「テクノロジー・カー・オブ・ザ・イヤー」受賞車に注目! 日本の自動車の将来を占う重要な指標だった

この記事をまとめると

■日本カー・オブ・ザ・イヤーの特別賞、テクノロジー・カー・オブ・ザ・イヤーを受賞したクルマを振り返る

■選ばれたクルマの多くは電動化と自動運転へ向けた取り組みが評価されている

■この結果はクルマの行く末を示しているといえる

「電動化」と「自動運転」の技術が評価されている

 日本カー・オブ・ザ・イヤーの特別賞は、ときに見直しが行われている。そのなかで、優れた技術に関する表彰に、10年前は、イノベーション部門賞の名目で、三菱自動車工業のアウトランダーPHEV(プラグインハイブリッド車)が選出された。翌年は、電気自動車(EV)のBMW i3だ。そして、米国のテスラ・モデルS、日産自動車のセレナ、トヨタ自動車のプリウスPHV、本田技研工業のクラリティPHEV、日産のスカイラインと続き、このあと、名称がテクノロジー・カー・オブ・ザ・イヤーへ変更となったうえで、アウディe-tronスポーツバック、三菱アウトアンダー、そして昨年の日産エクストレイルが選出されてきた。

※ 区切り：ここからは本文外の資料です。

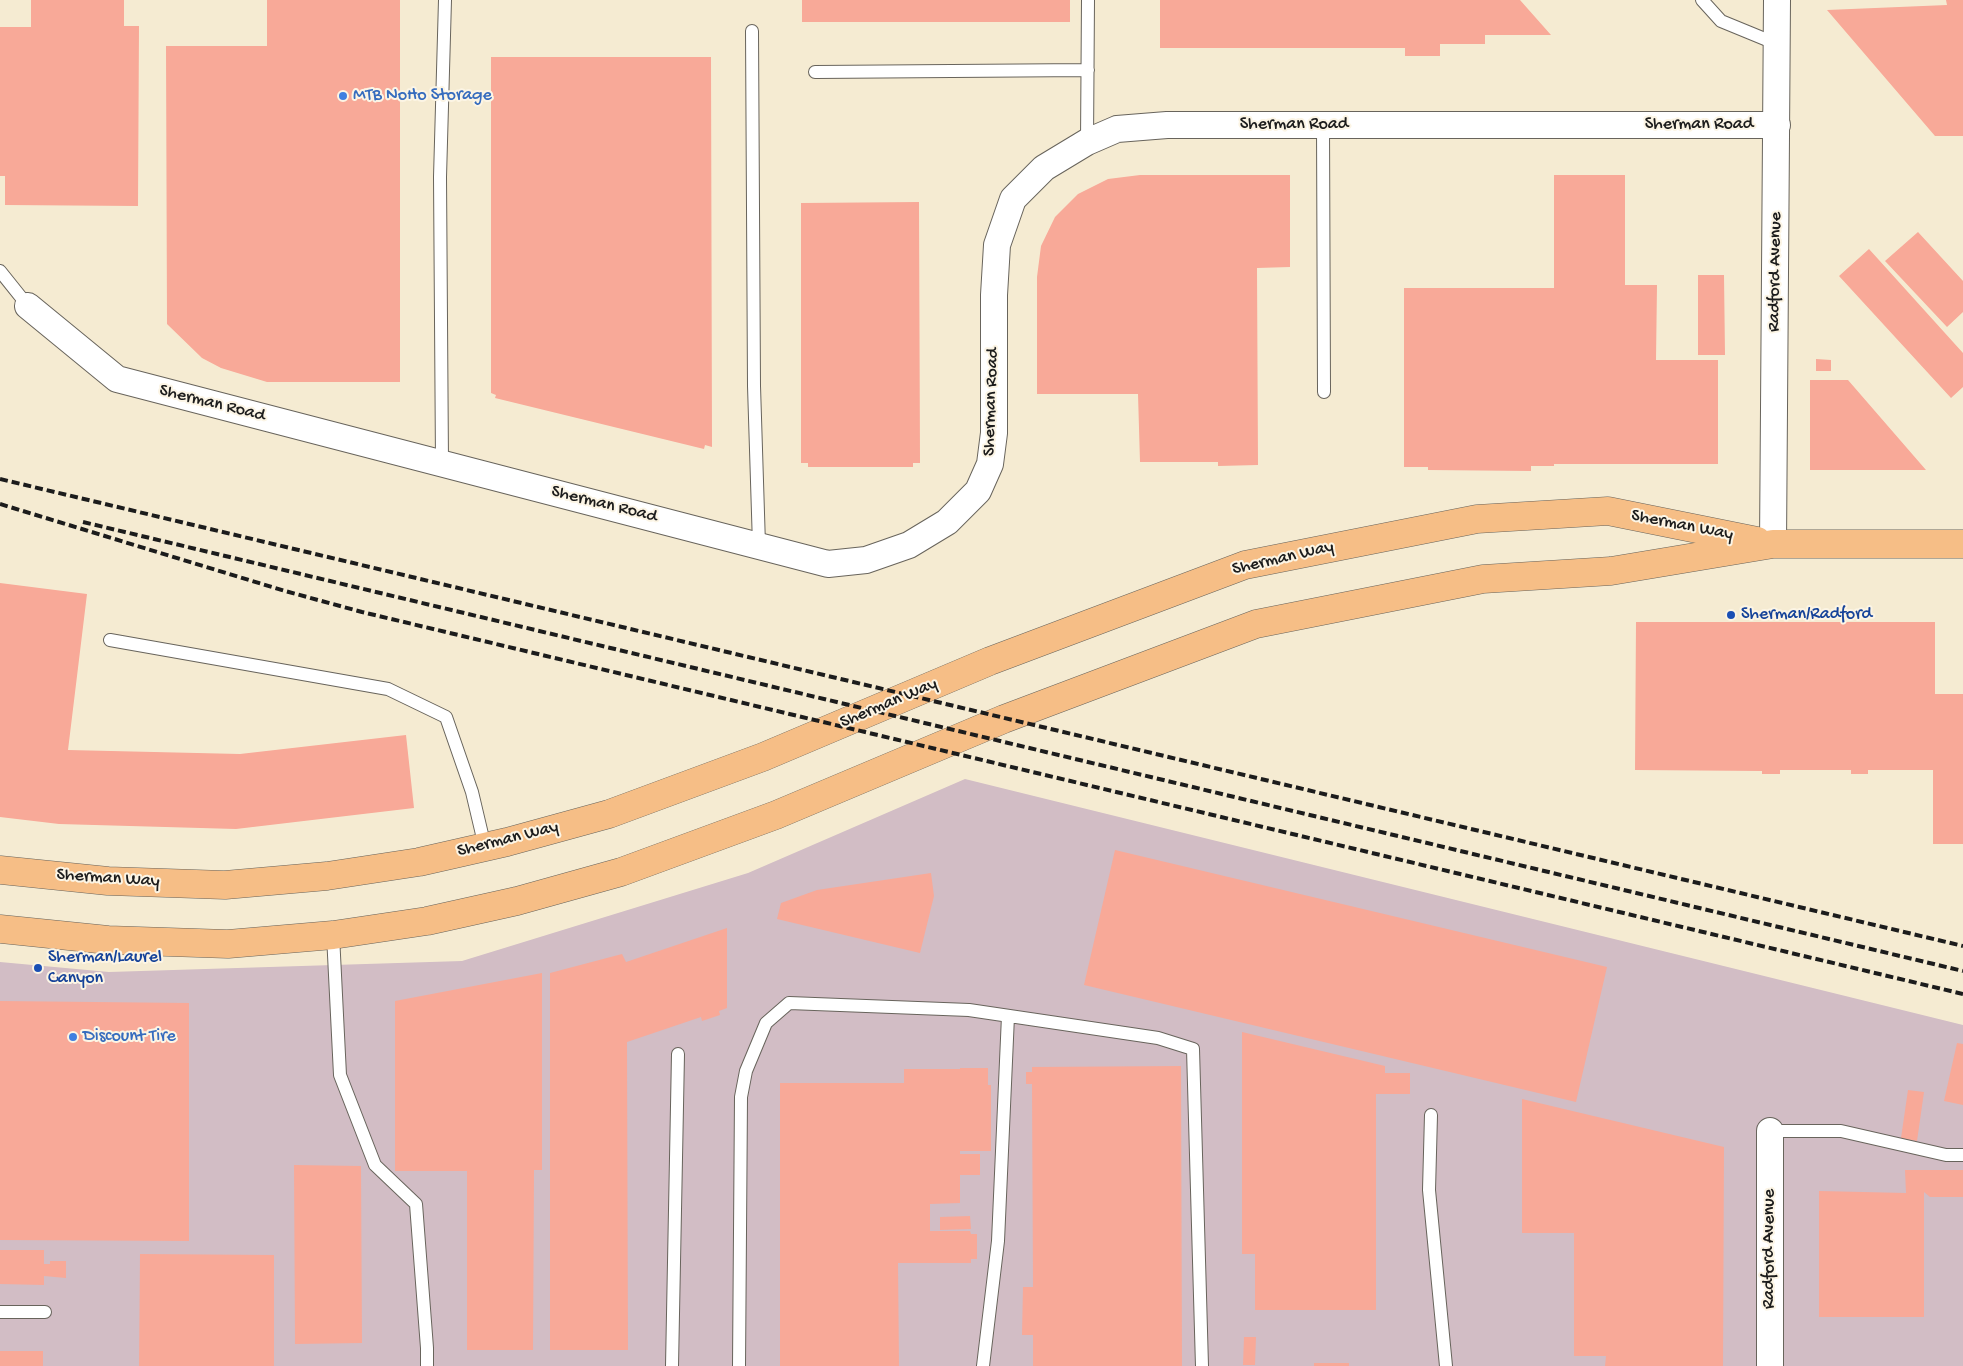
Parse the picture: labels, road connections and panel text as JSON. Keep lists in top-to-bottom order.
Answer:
{
  "streets": {
    "main road": ["Sherman Way"],
    "street": ["Sherman Road", "Radford Avenue"]
  },
  "crossings": [
    ["Sherman Road", "Radford Avenue"],
    ["Radford Avenue", "Sherman Way"]
  ],
  "places": [
    "MTB NoHo Storage",
    "Sherman/Radford",
    "Sherman/Laurel Canyon",
    "Discount Tire"
  ]
}
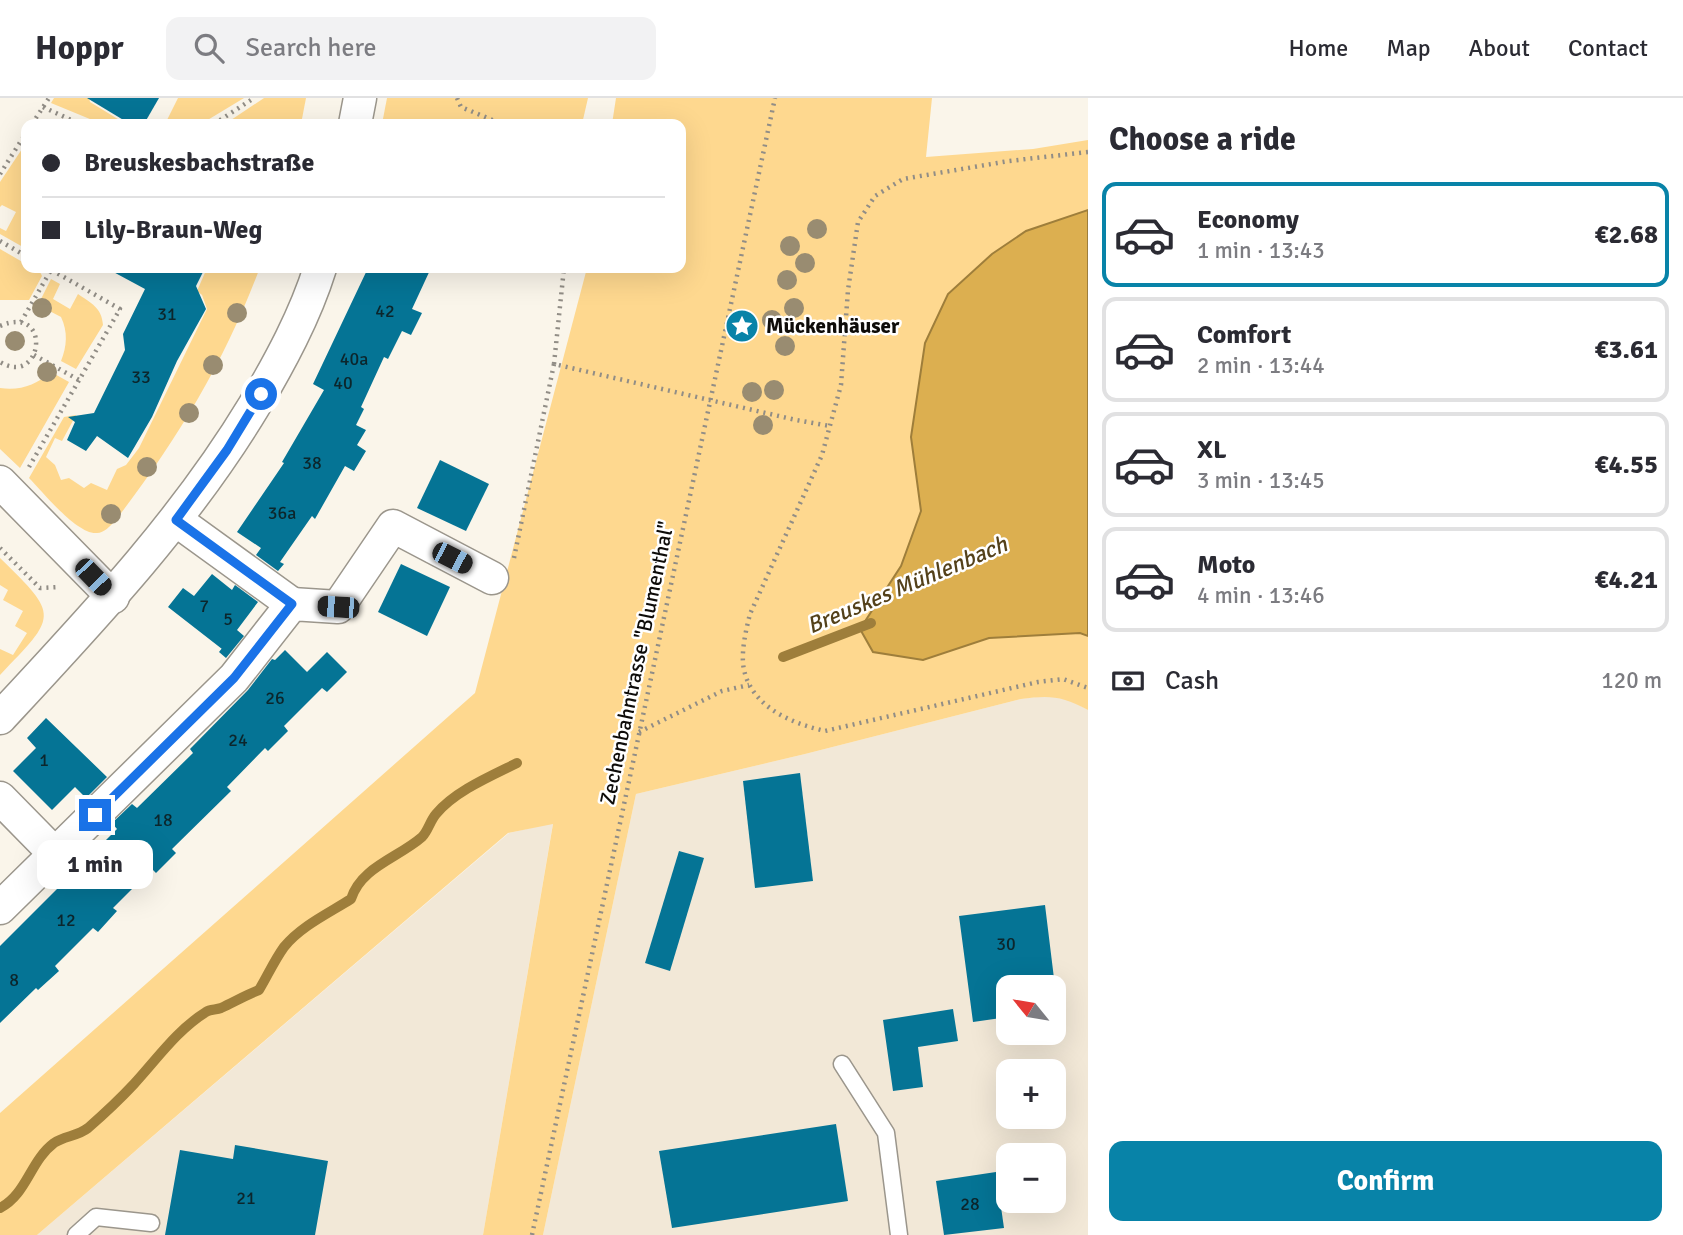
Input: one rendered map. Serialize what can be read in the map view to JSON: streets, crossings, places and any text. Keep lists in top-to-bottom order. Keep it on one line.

 振り返れば、アウトランダーPHEV以降の電動化技術、そして、セレナは意外と思うかもしれないが、運転支援機能のプロパイロットが量販車種にも採用がはじまったことが評価され、以来、EVやPHEVという電動化の進展や波及、あるいはスカイラインで示されたハンドルから手を離せるハンズオフの実現など、自動運転へ向けた取り組みが表彰されている。

 その年を代表する一台という意味でのカー・オブ・ザ・イヤーは、60人の選考委員それぞれの評価基準によって多様な受賞車になり、必ずしも電動化や自動運転へ向けた性能や装備が評価されているわけではない。しかし、先端技術を指標とするイノベーションとかテクノロジー・カー・オブ・ザ・イヤーという部門ごとの賞では、評価基準がある程度限定されることにより、上記のような結果になったといえる。そしてこれが、クルマの行く末を示しているといえるだろう。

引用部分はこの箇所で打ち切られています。